Sec 269ST– Cash receipts

1. Section 269ST as per budget 2017, makes acceptance of Rs. 3,00,000/- in cash as an offence. There are no caveats like it is applicable only for business receipt etc.

2. Before I elaborate the section, I want to highlight that, there are restrictions on making payment otherwise than by cash – say for dis-allowance of expenditure [section 40A(3)] or loan transactions referred in [Section 269SS / 269T.]
Take away points

3. Section 269ST as being proposed in the budget 2017 to curb transactions in cash, the way the section has been drafted, it appears to be too stringent.
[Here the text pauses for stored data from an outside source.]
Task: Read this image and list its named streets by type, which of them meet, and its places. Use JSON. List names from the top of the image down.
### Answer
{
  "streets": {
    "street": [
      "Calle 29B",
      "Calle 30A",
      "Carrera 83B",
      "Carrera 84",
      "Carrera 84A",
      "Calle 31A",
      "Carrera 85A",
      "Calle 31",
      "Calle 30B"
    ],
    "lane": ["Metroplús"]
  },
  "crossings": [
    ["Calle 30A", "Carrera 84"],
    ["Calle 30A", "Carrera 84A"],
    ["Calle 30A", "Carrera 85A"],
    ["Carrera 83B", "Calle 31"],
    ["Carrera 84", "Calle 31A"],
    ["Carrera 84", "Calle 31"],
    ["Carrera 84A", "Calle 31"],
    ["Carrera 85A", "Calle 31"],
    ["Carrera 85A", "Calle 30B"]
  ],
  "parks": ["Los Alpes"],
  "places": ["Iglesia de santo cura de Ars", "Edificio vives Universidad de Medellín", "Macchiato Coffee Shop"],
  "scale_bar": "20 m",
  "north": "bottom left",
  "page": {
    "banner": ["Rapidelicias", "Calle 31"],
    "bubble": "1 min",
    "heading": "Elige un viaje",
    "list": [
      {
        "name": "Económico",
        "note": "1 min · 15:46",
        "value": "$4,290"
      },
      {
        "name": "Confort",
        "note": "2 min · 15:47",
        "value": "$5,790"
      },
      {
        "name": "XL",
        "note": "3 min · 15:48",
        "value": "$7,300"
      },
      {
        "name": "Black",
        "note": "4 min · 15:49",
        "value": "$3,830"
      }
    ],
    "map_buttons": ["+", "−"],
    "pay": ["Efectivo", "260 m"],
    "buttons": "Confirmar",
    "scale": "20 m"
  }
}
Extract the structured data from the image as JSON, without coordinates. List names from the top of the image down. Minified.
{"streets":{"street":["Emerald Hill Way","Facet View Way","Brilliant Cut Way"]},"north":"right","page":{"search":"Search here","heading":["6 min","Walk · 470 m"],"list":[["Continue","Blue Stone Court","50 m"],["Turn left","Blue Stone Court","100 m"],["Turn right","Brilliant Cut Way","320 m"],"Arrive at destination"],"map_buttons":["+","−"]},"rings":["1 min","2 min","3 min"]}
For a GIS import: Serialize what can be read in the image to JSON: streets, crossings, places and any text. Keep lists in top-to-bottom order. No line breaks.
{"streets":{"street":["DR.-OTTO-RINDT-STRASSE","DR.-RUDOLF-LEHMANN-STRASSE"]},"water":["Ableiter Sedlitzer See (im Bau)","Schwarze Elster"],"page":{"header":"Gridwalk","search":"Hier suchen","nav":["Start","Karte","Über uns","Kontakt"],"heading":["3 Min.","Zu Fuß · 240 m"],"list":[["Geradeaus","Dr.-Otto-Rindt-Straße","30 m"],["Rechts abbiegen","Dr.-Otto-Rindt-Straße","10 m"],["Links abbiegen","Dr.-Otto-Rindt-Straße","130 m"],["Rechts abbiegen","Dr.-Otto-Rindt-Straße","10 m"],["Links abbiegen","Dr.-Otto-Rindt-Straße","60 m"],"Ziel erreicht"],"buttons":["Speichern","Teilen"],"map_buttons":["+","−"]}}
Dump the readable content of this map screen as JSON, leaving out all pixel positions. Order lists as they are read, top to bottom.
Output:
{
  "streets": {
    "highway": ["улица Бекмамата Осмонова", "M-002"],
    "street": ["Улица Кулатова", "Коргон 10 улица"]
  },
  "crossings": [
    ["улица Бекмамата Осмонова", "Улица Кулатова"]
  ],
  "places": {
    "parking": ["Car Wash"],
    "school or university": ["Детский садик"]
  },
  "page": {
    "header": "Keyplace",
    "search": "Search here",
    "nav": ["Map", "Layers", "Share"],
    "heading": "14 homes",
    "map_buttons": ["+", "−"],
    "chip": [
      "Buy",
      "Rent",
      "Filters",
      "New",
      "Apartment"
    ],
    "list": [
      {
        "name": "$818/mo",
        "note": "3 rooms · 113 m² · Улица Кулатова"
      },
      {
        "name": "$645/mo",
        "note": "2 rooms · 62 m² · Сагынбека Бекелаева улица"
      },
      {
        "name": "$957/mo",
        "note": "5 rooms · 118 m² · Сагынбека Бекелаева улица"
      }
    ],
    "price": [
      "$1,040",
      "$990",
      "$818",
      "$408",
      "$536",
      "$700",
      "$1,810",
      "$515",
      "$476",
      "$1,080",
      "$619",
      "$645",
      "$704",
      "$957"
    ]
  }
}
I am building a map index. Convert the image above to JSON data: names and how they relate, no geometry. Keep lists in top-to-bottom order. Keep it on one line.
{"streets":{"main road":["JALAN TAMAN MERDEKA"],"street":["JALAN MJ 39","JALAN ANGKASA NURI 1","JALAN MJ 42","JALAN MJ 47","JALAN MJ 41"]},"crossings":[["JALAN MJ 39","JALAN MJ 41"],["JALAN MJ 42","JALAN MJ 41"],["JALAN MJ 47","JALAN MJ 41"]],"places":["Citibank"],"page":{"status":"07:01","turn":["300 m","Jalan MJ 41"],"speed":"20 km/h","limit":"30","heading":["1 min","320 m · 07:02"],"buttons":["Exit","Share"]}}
4. Though the object is noble, the manner in which it is drafted and having regard to the situation is absolutely draconian.

5. I will be happy if I go wrong in my interpretation if the objective of curbing black money is achieved without troubling honest tax payers’.

269ST. Mode of undertaking transactions
‘269ST. No person shall receive an amount of three lakh rupees or more—
(a) in aggregate from a person in a day; or
(b) in respect of a single transaction; or
(c) in respect of transactions relating to one event or occasion from a person,
otherwise than by an account payee cheque or an account payee bank draft or use of electronic clearing system through a bank account:
Comments

6. It is on receipt side. The section is unfettered. The character of receipt is irrelevant i.e. exempt income / taxable income etc. There is no exemption even for sale of agricultural produce.
Refer clause (a)

7. so one person one day – above 3 lacs – not allowed even though he may be paying for various transactions which individually are below 3 lacs.
Refer clause (b)

8. in respect of single transaction e.g. the transaction is for 5 lacs you can-not pay above 3 lacs.
Refer clause (c )

9. One event / occasion – marriage is one occasion and the most important thing being the occasion has to be interpreted occasion for recipient.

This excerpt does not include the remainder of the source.